Tatem, A. J., & Smith, D. L. (2010). International population movements and regional Plasmodium falciparum malaria elimination strategies. Proceedings of the National Academy of Sciences, 107(27), 12222.

White, N. J. (2004). Antimalarial Drug Resistance. The Journal of Clinical Investigation, 113(8), 1084–1092.


Anne Buchanan said...

This is a thought-provoking post, Daniel. The population dynamics of drug resistance are one issue, and clearly need to be understood, but will that understanding lead to better malaria control?

Daniel M Parker said...

Thanks Anne!
I think an understanding of the population genetics, and a few other things, could actually lead to better malaria control in some settings. Probably especially in low transmission settings, where the danger of drug resistance emerging or persisting in a population might be greater.
One thing to consider, from the Read and colleagues paper above, is how we treat malaria. They discuss a more slow and steady type of treatment that doesn't provide such a strong selective pressure on the parasites.

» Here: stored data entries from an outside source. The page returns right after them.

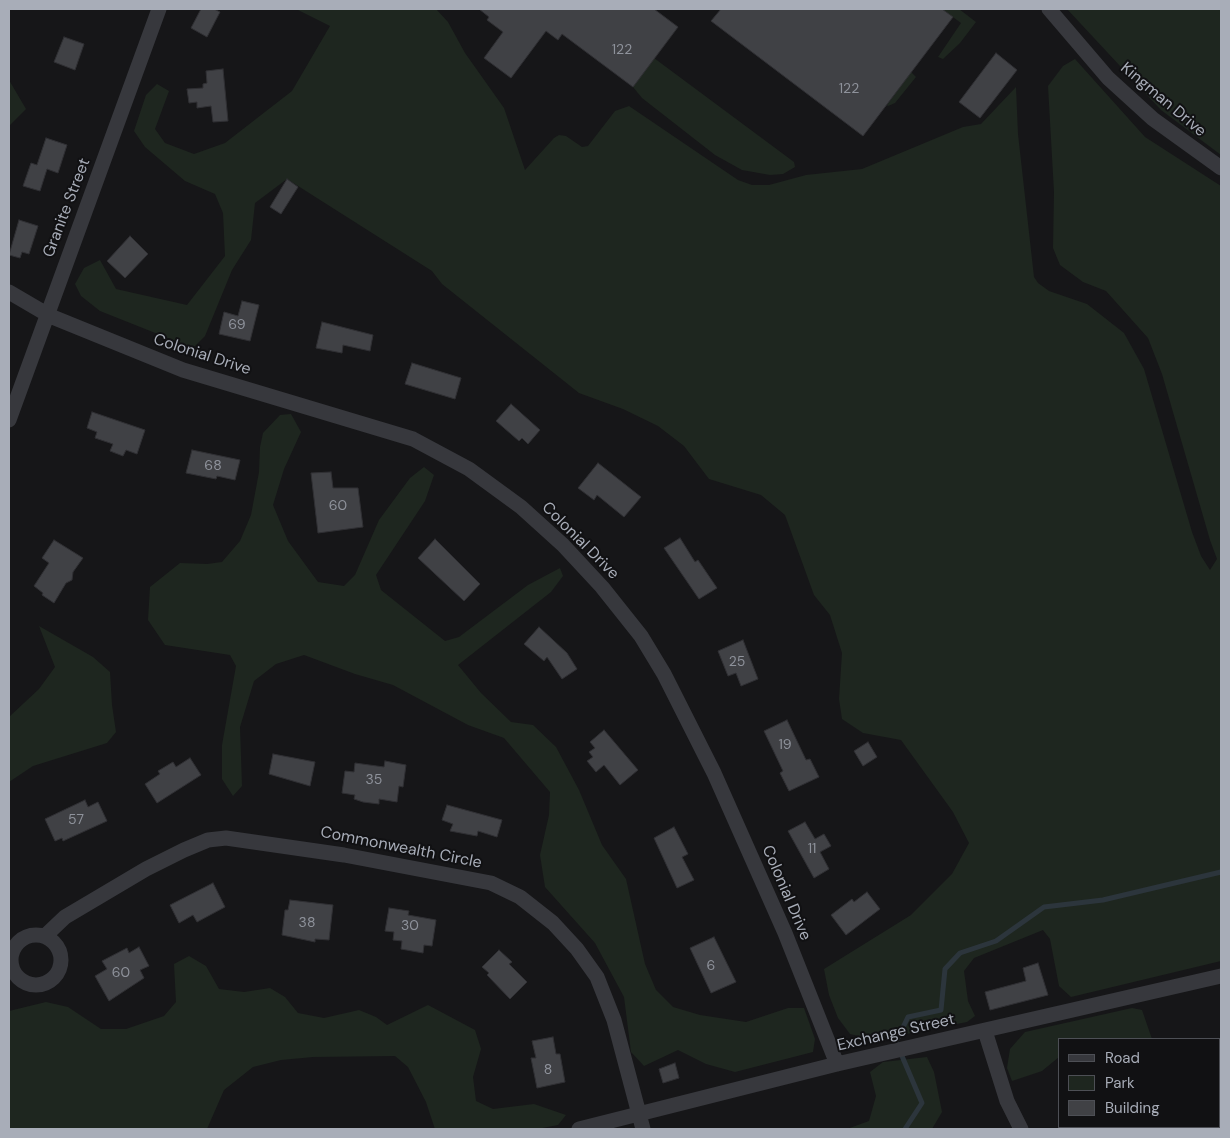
<!DOCTYPE html>
<html>
<head>
<meta charset="utf-8">
<style>
  body { margin:0 }
  #map { position:relative; width:1230px; height:1138px; overflow:hidden; background:#161618; font-family:"DM Sans",sans-serif }
  canvas { display:block }
  .frame { position:absolute; inset:0; border:10px solid #a8adb8; pointer-events:none }
  .legend { position:absolute; left:1058px; top:1038px; width:162px; height:90px; box-sizing:border-box; background:#111113; border:1px solid #4d4f55; margin:0; padding:6px 9px; list-style:none; font-size:15px; color:#a8adb8 }
  .legend li { display:flex; align-items:center; gap:10px; height:25px }
  .legend b { width:25px; border:1px solid #4d4f55 }
</style>
</head>
<body>
<div id="map">
<canvas width="1230" height="1138"></canvas>
<div class="frame"></div>
<ul class="legend">
<li><b style="height:6px;background:#37383d"></b>Road</li>
<li><b style="height:14px;background:#1e261f"></b>Park</li>
<li><b style="height:14px;background:#404145"></b>Building</li>
</ul>
</div>
<script>
const g = document.querySelector('canvas').getContext('2d');
g.lineJoin = 'round';
function paint(path, color) {
  g.fillStyle = color;
  g.fill(path, 'evenodd');
}
function shape(rows) {
  const path = new Path2D();
  for (const r of rows) {
    if (r.length === 3) {
      path.moveTo(r[0] + r[2], r[1]);
      path.arc(r[0], r[1], r[2], 0, 2 * Math.PI);
      continue;
    }
    path.moveTo(r[0], r[1]);
    for (let i = 2; i < r.length; i += 2) path.lineTo(r[i], r[i + 1]);
  }
  return path;
}
function strokePath(path, color, width, dash) {
  g.strokeStyle = color;
  g.lineWidth = width;
  g.lineCap = dash ? 'butt' : 'round';
  g.setLineDash(dash || []);
  g.stroke(path);
}
function label(font, color, halo, rows, align = 'center') {
  g.font = font + ' "DM Sans",sans-serif';
  g.lineWidth = 4;
  g.setLineDash([]);
  g.textBaseline = 'middle';
  g.strokeStyle = halo;
  g.fillStyle = color;
  for (const [text, x, y, turn = 0] of rows) {
    g.save();
    g.translate(x, y);
    g.rotate((+turn || 0) * Math.PI / 180);
    g.textAlign = isNaN(turn) ? turn : align;
    if (halo) g.strokeText(text, 0, 0);
    g.fillText(text, 0, 0);
    g.restore();
  }
}
paint(shape([
  [296,9,436,9,448,22,465,53,504,108,525,170,554,138,559,135,566,136,582,147,588,146,615,111,629,106,738,180,752,185,769,185,806,175,862,169,963,127,981,124,1016,87,1018,134,1034,277,1038,283,1049,291,1087,304,1124,333,1144,369,1192,532,1201,556,1210,570,1217,559,1210,540,1162,374,1148,338,1106,291,1083,282,1060,265,1053,248,1054,192,1048,86,1063,66,1075,59,1145,137,1221,186,1221,961,1071,997,1059,986,1050,939,1043,930,974,958,964,971,968,1001,975,1016,967,1022,876,1040,850,1034,838,1018,829,995,824,969,911,915,952,874,969,843,953,812,901,740,863,733,842,719,839,699,842,653,830,615,814,595,785,515,761,495,709,479,684,446,658,426,623,409,579,393,442,284,432,271,287,179,255,203,251,240,232,270,205,336,193,348,100,311,81,296,75,284,84,268,100,260,116,289,187,305,225,256,223,213,215,194,185,181,145,147,134,131,146,95,157,84,169,91,155,129,165,143,194,154,225,143,292,91,330,26],
  [942,9,959,9,976,22,960,43,943,59,938,57,961,23],
  [1067,9,1221,9,1221,155,1161,110],
  [654,58,794,162,795,167,783,174,770,175,742,170,715,155,642,98,633,87],
  [911,72,916,77,895,103,888,106,887,105],
  [9,80,26,109,9,126],
  [291,414,301,432,284,469,273,505,288,541,318,582,344,586,355,575,379,520,410,478,424,467,434,475,425,501,376,575,381,590,445,641,459,637,528,585,560,568,563,576,551,592,458,665,481,693,511,722,533,725,556,747,579,790,602,845,626,879,645,964,656,990,673,1007,700,1015,746,1022,788,1008,804,1008,815,1039,813,1052,735,1072,706,1064,678,1050,644,1066,631,1052,624,997,595,943,545,887,540,855,549,815,550,792,504,738,468,725,393,685,355,674,304,655,276,664,254,681,240,727,242,786,233,796,222,779,222,745,236,666,230,655,165,645,148,620,150,587,180,563,207,564,222,562,240,541,251,515,259,472,260,447,263,433,280,415],
  [39,626,93,657,110,672,112,705,116,732,107,743,33,766,9,782,9,717,39,689,55,667],
  [189,956,206,966,219,989,244,992,270,988,285,997,298,1013,324,1018,359,1010,376,1017,387,1025,428,1005,475,1030,481,1049,473,1077,476,1101,493,1109,534,1104,566,1115,558,1125,537,1129,435,1129,426,1102,408,1067,395,1056,313,1057,281,1060,253,1067,224,1090,207,1129,9,1129,9,1011,46,1002,68,1007,101,1029,126,1029,164,1016,176,1002,174,964],
  [1132,1008,1142,1010,1152,1039,1059,1039,1059,1057,1042,1071,1012,1081,1007,1068,1010,1049,1025,1032],
  [927,1057,934,1072,942,1112,932,1129,847,1129,869,1121,876,1096,870,1072,883,1062],
  [1219,1081,1221,1081,1221,1129,1179,1129,1178,1127,1219,1127]
]), '#1e261f');
strokePath(shape([
  [905,1129,922,1103,896,1042,908,1017,941,1010,945,969,960,953,996,941,1044,907,1103,900,1221,872]
]), '#2c353c', 5);
const building = shape([
  [201,9,214,9,220,12,207,37,191,28,201,9],
  [479,9,654,9,678,27,633,87,562,34,558,40,546,31,511,78,484,58,503,32,487,20,489,17,479,9],
  [721,9,942,9,953,17,863,136,711,21,721,9],
  [64,37,84,44,75,70,54,62,64,37],
  [996,53,1017,70,980,118,959,102,996,53],
  [223,69,228,121,213,122,211,106,197,108,197,102,189,103,187,89,203,88,203,84,207,83,206,71,223,69],
  [46,138,67,145,58,173,47,169,40,191,23,186,31,163,37,165,46,138],
  [287,179,298,187,281,214,270,207,287,179],
  [19,220,38,226,29,254,22,252,20,258,9,255,19,220],
  [130,236,148,254,125,278,107,261,130,236],
  [242,301,259,305,250,341,219,334,224,312,238,316,242,301],
  [322,322,373,335,370,351,343,345,342,353,316,348,322,322],
  [412,363,461,378,455,399,405,384,412,363],
  [511,404,540,430,528,444,522,438,519,441,496,421,511,404],
  [92,412,145,430,137,454,126,450,123,456,110,451,113,444,95,438,97,432,87,428,92,412],
  [192,450,240,460,235,480,217,476,216,479,186,473,192,450],
  [598,463,641,497,624,517,597,495,594,500,578,488,598,463],
  [331,472,333,488,358,488,363,527,318,533,311,473,331,472],
  [680,538,695,562,698,560,717,588,699,599,664,548,680,538],
  [435,539,480,584,464,601,418,558,435,539],
  [54,540,83,558,73,572,72,580,66,583,54,603,42,595,43,593,34,586,49,563,42,558,54,540],
  [539,627,567,653,577,669,562,679,547,657,544,661,524,644,539,627],
  [743,640,758,679,741,686,736,673,728,676,718,651,743,640],
  [787,720,806,760,810,759,819,777,789,791,780,773,783,771,764,731,787,720],
  [604,730,638,770,620,785,604,765,596,772,587,761,593,757,589,752,595,748,590,742,604,730],
  [868,742,877,757,863,766,854,751,868,742],
  [273,754,315,762,310,786,269,774,273,754],
  [190,758,201,775,157,803,145,784,160,774,158,771,173,762,176,767,190,758],
  [385,761,406,765,403,787,399,786,397,802,379,799,379,804,363,802,354,799,355,795,342,793,345,771,354,772,355,763,384,767,385,761],
  [85,800,88,807,98,802,107,821,63,841,62,838,55,841,45,819,85,800],
  [447,805,502,820,497,837,478,831,477,836,450,831,453,824,442,820,447,805],
  [805,822,815,839,824,834,831,846,820,852,829,869,814,878,788,831,805,822],
  [674,827,688,854,682,857,694,880,677,888,654,838,674,827],
  [213,883,225,907,197,922,193,915,179,923,170,905,213,883],
  [867,892,880,909,846,935,831,915,852,899,854,902,867,892],
  [290,900,333,905,329,940,315,939,315,942,282,935,285,910,288,910,290,900],
  [389,908,409,911,408,915,436,920,432,946,424,945,423,953,401,949,402,941,393,940,394,932,385,931,389,908],
  [714,937,736,982,711,993,690,948,714,937],
  [139,947,149,966,140,970,144,978,109,1001,95,976,107,969,102,961,127,948,129,953,139,947],
  [499,950,512,962,509,964,527,982,510,999,487,975,489,973,482,967,499,950],
  [1038,963,1048,995,990,1010,985,992,1026,981,1023,968,1038,963],
  [553,1037,556,1054,560,1054,565,1082,537,1088,531,1058,536,1058,532,1041,553,1037],
  [675,1063,679,1078,663,1083,659,1069,675,1063]
]);
paint(building, '#404145');
strokePath(building, '#303034', 1);
strokePath(shape([
  [1049,9,1108,78,1153,119,1221,168],
  [9,292,50,316,183,370,413,439,469,469,521,507,563,545,602,587,641,636,664,674,714,773,785,933,837,1064],
  [9,420,159,9],
  [36,960,25],
  [45,936,65,917,146,869,184,850,208,840,226,838,344,855,491,883,520,897,553,923,577,949,597,977,614,1020,643,1129],
  [985,1031,1007,1101,1021,1129],
  [579,1129,837,1064,1221,976]
]), '#37383d', 15);
label('14px', '#8e929b', null, [
  ["122",622,50],
  ["122",849,89],
  ["69",237,325],
  ["68",213,466],
  ["60",338,506],
  ["25",737,662],
  ["19",785,745],
  ["35",374,780],
  ["57",76,820],
  ["11",812,849],
  ["38",307,923],
  ["30",410,926],
  ["6",711,966],
  ["60",121,973],
  ["8",548,1070]
]);
label('16px', '#a8adb8', '#111113', [
  ["Kingman Drive",1163,100,40],
  ["Granite Street",67,208,-69],
  ["Colonial Drive",202,355,18],
  ["Colonial Drive",580,541,45],
  ["Commonwealth Circle",401,848,11],
  ["Colonial Drive",786,893,67],
  ["Exchange Street",896,1033,-13]
]);
</script>
</body>
</html>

In my mind, that would be easier and more important to implement in a low transmission area. Currently the treatment scheme is to hit the parasite as hard as possible with a dose that should hopefully kill everything in the host. When treatment means life or death for the individuals, as it more commonly does in parts of Africa, I think it might be hard to move away from this approach. On the other hand, in places like Thailand, where people are mostly otherwise healthy, and where we think drug resistance keeps emerging, it might make sense to begin an alternate strategy that makes more sense evolutionarily.
Also, I wonder if chopping geographical zones up, using malaria check points, wouldn't lead to smaller effective population sizes and an increase in the importance of genetic drift... perhaps randomly losing some resistance genes. Of course, resistance genes might reach fixation in some small populations, but if we're smart about how we are using antimalarials, we have quite a few others that could be used in those specific populations. All just preliminary thoughts, but yes, I think that in some settings there is a lot of room for population genetics and evolutionary biology to inform malaria control strategies.